> [RECORDS PROVIDED]:
= = = =
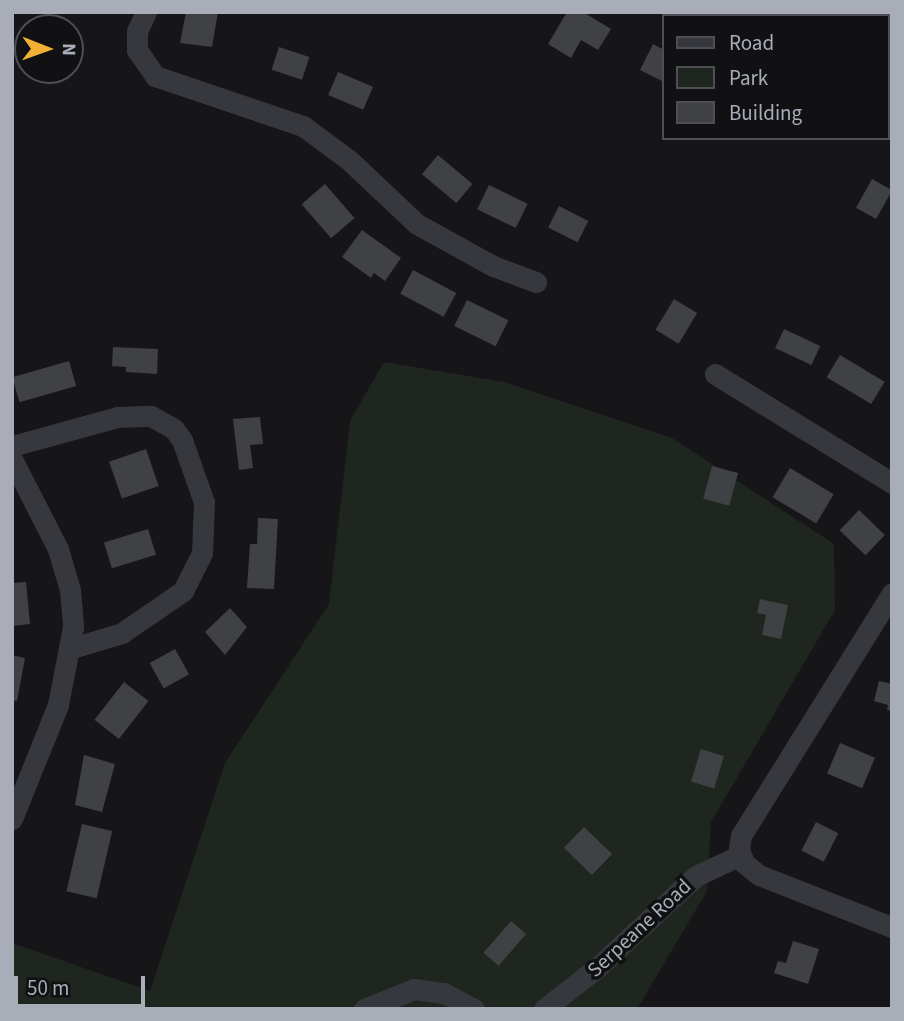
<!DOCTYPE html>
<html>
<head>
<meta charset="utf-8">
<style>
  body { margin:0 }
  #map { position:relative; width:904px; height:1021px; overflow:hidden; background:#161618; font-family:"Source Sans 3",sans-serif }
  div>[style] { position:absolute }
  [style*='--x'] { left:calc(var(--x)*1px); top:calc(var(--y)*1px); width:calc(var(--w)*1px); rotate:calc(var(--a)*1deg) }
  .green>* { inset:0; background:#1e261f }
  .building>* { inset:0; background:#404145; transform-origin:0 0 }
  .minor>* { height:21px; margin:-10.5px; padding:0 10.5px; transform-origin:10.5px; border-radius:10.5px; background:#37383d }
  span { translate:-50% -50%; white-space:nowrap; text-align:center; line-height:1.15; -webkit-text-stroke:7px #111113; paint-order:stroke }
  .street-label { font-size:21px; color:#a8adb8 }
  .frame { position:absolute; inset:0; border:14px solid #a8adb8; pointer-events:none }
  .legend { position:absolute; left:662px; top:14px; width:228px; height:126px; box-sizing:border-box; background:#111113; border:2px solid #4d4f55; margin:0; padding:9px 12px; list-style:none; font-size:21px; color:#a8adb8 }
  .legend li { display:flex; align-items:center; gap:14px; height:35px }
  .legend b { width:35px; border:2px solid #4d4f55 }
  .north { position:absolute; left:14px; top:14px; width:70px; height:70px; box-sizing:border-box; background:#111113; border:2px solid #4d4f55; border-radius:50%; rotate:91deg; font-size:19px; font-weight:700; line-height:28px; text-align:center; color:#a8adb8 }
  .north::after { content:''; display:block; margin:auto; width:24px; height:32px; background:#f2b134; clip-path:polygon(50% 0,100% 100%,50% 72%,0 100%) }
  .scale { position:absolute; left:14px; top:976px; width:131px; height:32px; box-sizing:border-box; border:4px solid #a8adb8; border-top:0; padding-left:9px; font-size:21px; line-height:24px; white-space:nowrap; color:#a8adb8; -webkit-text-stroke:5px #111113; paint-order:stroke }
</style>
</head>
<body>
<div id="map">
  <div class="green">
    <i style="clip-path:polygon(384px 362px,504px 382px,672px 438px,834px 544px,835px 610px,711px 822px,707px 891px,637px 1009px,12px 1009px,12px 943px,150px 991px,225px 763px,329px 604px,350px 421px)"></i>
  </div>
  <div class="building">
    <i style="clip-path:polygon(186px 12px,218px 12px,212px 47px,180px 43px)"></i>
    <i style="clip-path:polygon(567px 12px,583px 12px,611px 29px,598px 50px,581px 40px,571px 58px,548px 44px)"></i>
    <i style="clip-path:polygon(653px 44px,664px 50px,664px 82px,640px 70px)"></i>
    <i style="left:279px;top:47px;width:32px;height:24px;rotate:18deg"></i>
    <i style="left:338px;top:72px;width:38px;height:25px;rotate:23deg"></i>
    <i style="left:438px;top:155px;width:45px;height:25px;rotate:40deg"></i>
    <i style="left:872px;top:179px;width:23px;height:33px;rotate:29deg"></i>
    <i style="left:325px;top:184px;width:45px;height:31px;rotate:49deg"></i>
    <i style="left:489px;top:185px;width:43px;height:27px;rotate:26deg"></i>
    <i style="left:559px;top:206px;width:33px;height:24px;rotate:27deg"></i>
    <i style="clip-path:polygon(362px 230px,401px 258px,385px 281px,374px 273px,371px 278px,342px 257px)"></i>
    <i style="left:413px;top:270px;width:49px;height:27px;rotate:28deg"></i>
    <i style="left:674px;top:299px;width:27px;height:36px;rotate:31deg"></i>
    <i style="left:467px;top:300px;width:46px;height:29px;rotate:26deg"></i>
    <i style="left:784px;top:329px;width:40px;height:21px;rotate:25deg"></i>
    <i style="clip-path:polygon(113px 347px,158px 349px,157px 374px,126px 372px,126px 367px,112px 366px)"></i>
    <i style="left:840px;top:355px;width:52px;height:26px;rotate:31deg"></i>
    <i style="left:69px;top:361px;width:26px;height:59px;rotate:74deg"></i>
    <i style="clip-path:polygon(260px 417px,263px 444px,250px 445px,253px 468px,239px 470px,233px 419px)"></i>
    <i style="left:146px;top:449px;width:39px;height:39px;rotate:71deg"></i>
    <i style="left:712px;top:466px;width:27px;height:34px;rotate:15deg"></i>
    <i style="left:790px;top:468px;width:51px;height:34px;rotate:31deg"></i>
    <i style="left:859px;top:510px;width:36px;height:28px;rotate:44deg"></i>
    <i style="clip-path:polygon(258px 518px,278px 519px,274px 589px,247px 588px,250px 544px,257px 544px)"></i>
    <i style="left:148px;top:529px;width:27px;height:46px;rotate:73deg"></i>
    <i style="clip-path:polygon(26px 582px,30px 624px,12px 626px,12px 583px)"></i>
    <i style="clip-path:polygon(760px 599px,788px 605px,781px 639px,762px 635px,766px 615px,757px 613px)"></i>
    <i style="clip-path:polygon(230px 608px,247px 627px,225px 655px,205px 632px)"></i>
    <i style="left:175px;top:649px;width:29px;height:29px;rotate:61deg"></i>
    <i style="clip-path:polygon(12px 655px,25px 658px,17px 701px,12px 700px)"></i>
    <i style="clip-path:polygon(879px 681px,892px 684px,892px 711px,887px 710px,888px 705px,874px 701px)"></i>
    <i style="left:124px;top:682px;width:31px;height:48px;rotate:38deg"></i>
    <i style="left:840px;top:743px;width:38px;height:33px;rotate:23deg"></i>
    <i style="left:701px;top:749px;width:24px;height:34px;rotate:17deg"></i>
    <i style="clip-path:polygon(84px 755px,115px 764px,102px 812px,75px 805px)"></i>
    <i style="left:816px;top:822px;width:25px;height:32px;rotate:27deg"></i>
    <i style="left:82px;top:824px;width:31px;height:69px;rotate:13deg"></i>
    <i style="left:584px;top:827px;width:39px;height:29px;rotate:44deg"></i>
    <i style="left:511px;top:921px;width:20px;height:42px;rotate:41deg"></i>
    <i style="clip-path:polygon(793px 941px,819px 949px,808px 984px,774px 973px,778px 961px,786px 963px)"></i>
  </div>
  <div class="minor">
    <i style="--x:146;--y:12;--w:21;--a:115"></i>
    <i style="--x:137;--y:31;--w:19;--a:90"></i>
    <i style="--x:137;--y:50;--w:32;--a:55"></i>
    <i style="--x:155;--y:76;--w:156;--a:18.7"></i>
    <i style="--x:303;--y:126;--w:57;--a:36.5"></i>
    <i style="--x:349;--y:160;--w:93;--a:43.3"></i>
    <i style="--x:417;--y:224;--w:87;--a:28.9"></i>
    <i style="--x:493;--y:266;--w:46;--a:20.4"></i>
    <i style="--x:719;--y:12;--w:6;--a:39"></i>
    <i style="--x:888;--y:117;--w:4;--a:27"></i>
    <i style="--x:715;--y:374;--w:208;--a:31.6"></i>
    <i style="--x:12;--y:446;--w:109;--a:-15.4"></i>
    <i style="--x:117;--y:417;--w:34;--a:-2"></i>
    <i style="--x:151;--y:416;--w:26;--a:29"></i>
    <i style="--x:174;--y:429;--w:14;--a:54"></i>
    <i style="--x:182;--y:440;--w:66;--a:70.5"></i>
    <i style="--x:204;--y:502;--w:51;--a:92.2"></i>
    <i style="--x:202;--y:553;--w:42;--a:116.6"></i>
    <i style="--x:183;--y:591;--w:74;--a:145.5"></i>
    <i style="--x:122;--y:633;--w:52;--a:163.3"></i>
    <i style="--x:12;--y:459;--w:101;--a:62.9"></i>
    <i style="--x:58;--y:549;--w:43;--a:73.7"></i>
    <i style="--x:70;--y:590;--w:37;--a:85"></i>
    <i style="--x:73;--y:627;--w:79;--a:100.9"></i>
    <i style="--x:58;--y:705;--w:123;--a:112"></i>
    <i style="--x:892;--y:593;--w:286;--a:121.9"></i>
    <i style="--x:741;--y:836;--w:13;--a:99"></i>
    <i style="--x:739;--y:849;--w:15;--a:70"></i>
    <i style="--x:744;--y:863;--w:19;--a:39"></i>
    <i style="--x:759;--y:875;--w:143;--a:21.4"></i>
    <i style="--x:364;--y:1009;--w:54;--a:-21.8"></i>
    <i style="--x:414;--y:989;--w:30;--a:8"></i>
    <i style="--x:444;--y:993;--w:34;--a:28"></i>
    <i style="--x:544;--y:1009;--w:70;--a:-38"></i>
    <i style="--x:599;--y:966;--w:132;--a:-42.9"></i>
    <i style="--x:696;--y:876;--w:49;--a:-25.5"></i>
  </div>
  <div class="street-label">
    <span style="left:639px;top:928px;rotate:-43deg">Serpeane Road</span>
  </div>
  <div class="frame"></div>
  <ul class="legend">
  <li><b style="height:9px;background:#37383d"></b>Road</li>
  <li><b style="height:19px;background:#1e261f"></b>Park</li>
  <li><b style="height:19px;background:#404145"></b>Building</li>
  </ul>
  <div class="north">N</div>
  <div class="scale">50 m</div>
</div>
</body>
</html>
= = = =
> [WORK INSTRUCTIONS]: Could you return exactly the stretch of the data above that starts at the line with "inset:0; background:#404145; transform-origin:0" and ends at the line with "position:absolute; left:662px; top:14px;", both lines included?

> [WRITTEN ANSWER]:
  .building>* { inset:0; background:#404145; transform-origin:0 0 }
  .minor>* { height:21px; margin:-10.5px; padding:0 10.5px; transform-origin:10.5px; border-radius:10.5px; background:#37383d }
  span { translate:-50% -50%; white-space:nowrap; text-align:center; line-height:1.15; -webkit-text-stroke:7px #111113; paint-order:stroke }
  .street-label { font-size:21px; color:#a8adb8 }
  .frame { position:absolute; inset:0; border:14px solid #a8adb8; pointer-events:none }
  .legend { position:absolute; left:662px; top:14px; width:228px; height:126px; box-sizing:border-box; background:#111113; border:2px solid #4d4f55; margin:0; padding:9px 12px; list-style:none; font-size:21px; color:#a8adb8 }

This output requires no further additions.